======== Given data

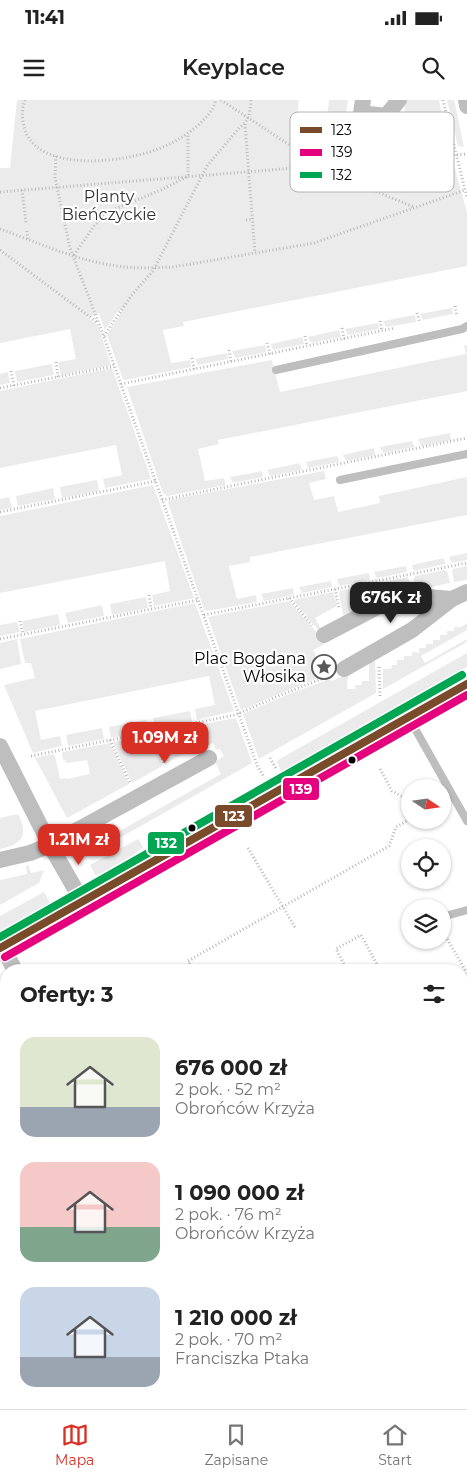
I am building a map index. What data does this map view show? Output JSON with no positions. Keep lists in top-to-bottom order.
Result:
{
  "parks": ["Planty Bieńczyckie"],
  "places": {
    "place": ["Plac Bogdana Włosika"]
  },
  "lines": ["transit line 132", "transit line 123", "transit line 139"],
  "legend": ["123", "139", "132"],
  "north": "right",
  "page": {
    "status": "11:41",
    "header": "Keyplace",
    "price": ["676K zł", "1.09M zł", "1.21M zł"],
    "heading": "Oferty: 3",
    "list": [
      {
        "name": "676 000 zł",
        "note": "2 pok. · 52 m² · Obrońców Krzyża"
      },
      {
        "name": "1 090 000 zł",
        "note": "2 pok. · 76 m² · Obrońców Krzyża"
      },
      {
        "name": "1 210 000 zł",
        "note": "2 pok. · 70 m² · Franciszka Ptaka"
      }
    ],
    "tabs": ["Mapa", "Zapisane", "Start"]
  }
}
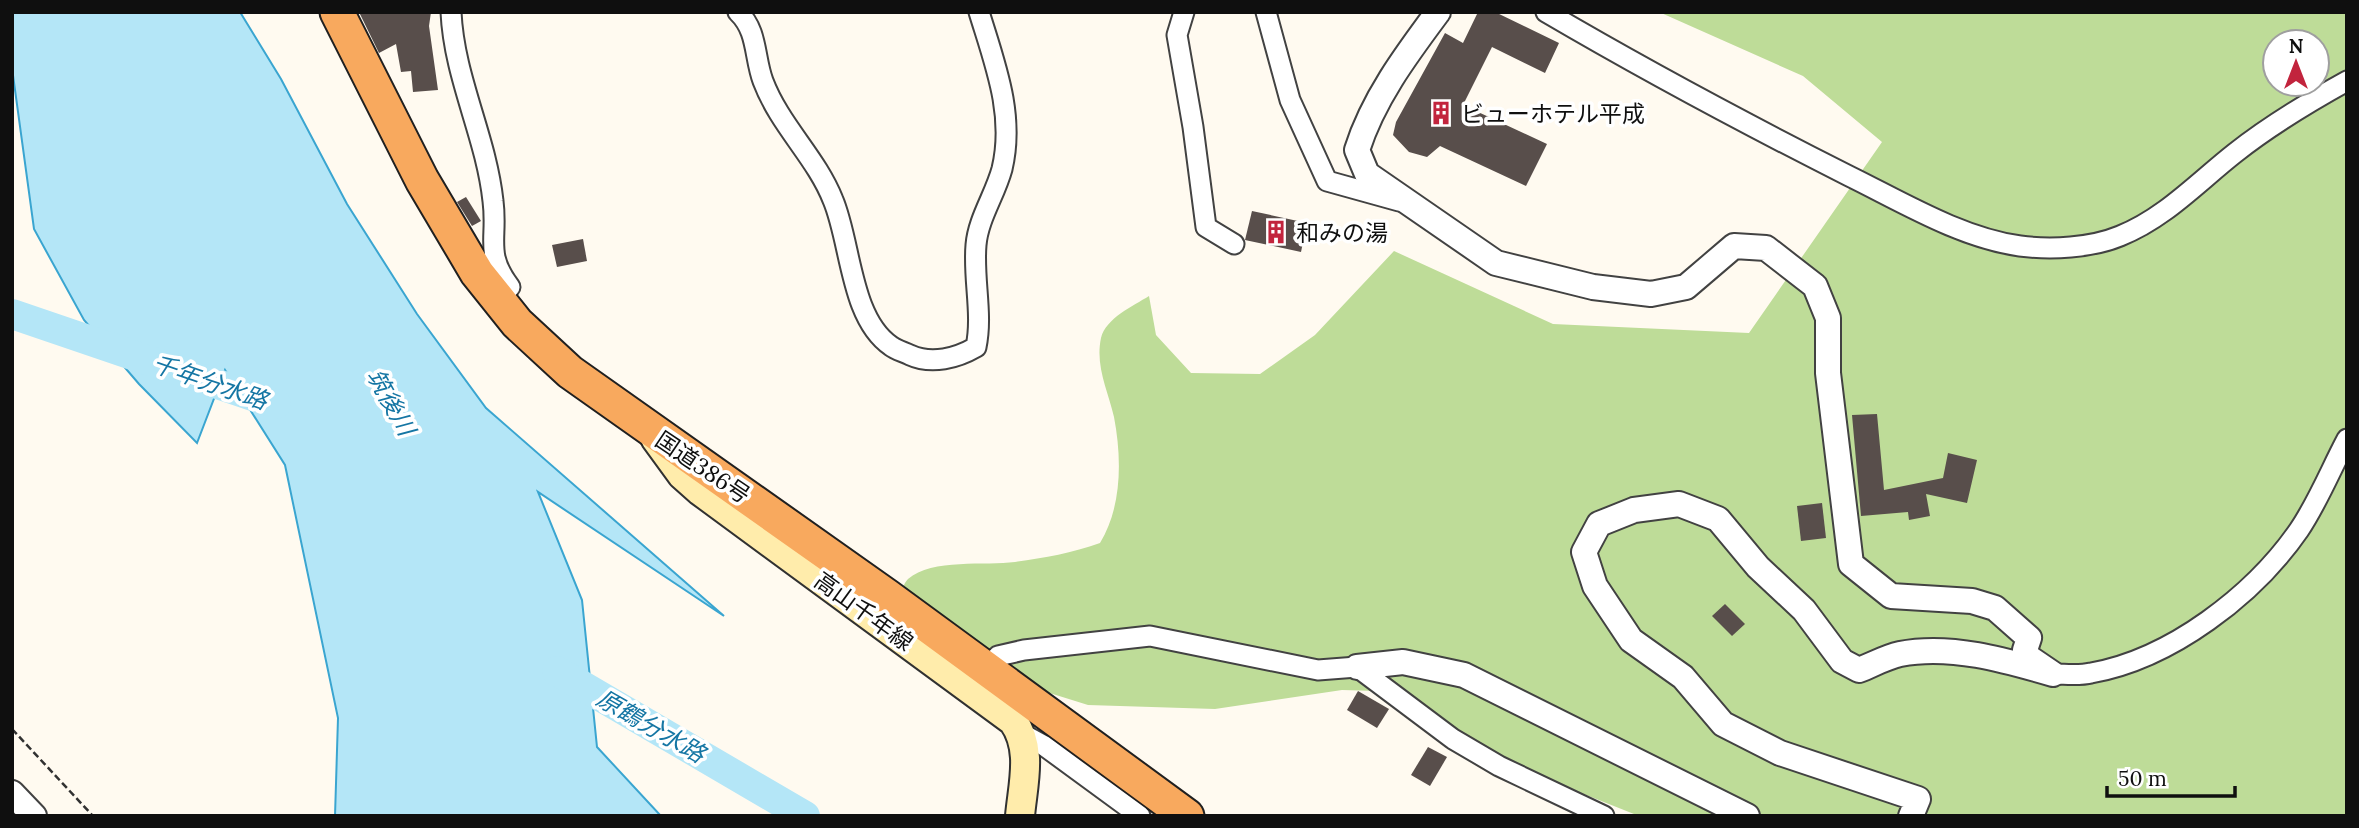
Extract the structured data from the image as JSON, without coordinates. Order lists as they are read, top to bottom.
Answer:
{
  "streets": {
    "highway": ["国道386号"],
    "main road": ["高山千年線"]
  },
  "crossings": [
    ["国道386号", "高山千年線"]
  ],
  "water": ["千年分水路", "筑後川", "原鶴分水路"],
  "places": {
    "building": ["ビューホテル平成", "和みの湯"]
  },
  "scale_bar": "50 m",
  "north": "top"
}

================

- **Exercise goal**
Exactly as they stand, retype all the entries, but omit the pictures.

- **Finished task**
I am building a map index. What data does this map view show? Output JSON with no positions. Keep lists in top-to-bottom order.
Result:
{
  "parks": ["Planty Bieńczyckie"],
  "places": {
    "place": ["Plac Bogdana Włosika"]
  },
  "lines": ["transit line 132", "transit line 123", "transit line 139"],
  "legend": ["123", "139", "132"],
  "north": "right",
  "page": {
    "status": "11:41",
    "header": "Keyplace",
    "price": ["676K zł", "1.09M zł", "1.21M zł"],
    "heading": "Oferty: 3",
    "list": [
      {
        "name": "676 000 zł",
        "note": "2 pok. · 52 m² · Obrońców Krzyża"
      },
      {
        "name": "1 090 000 zł",
        "note": "2 pok. · 76 m² · Obrońców Krzyża"
      },
      {
        "name": "1 210 000 zł",
        "note": "2 pok. · 70 m² · Franciszka Ptaka"
      }
    ],
    "tabs": ["Mapa", "Zapisane", "Start"]
  }
}
Extract the structured data from the image as JSON, without coordinates. Order lists as they are read, top to bottom.
Answer:
{
  "streets": {
    "highway": ["国道386号"],
    "main road": ["高山千年線"]
  },
  "crossings": [
    ["国道386号", "高山千年線"]
  ],
  "water": ["千年分水路", "筑後川", "原鶴分水路"],
  "places": {
    "building": ["ビューホテル平成", "和みの湯"]
  },
  "scale_bar": "50 m",
  "north": "top"
}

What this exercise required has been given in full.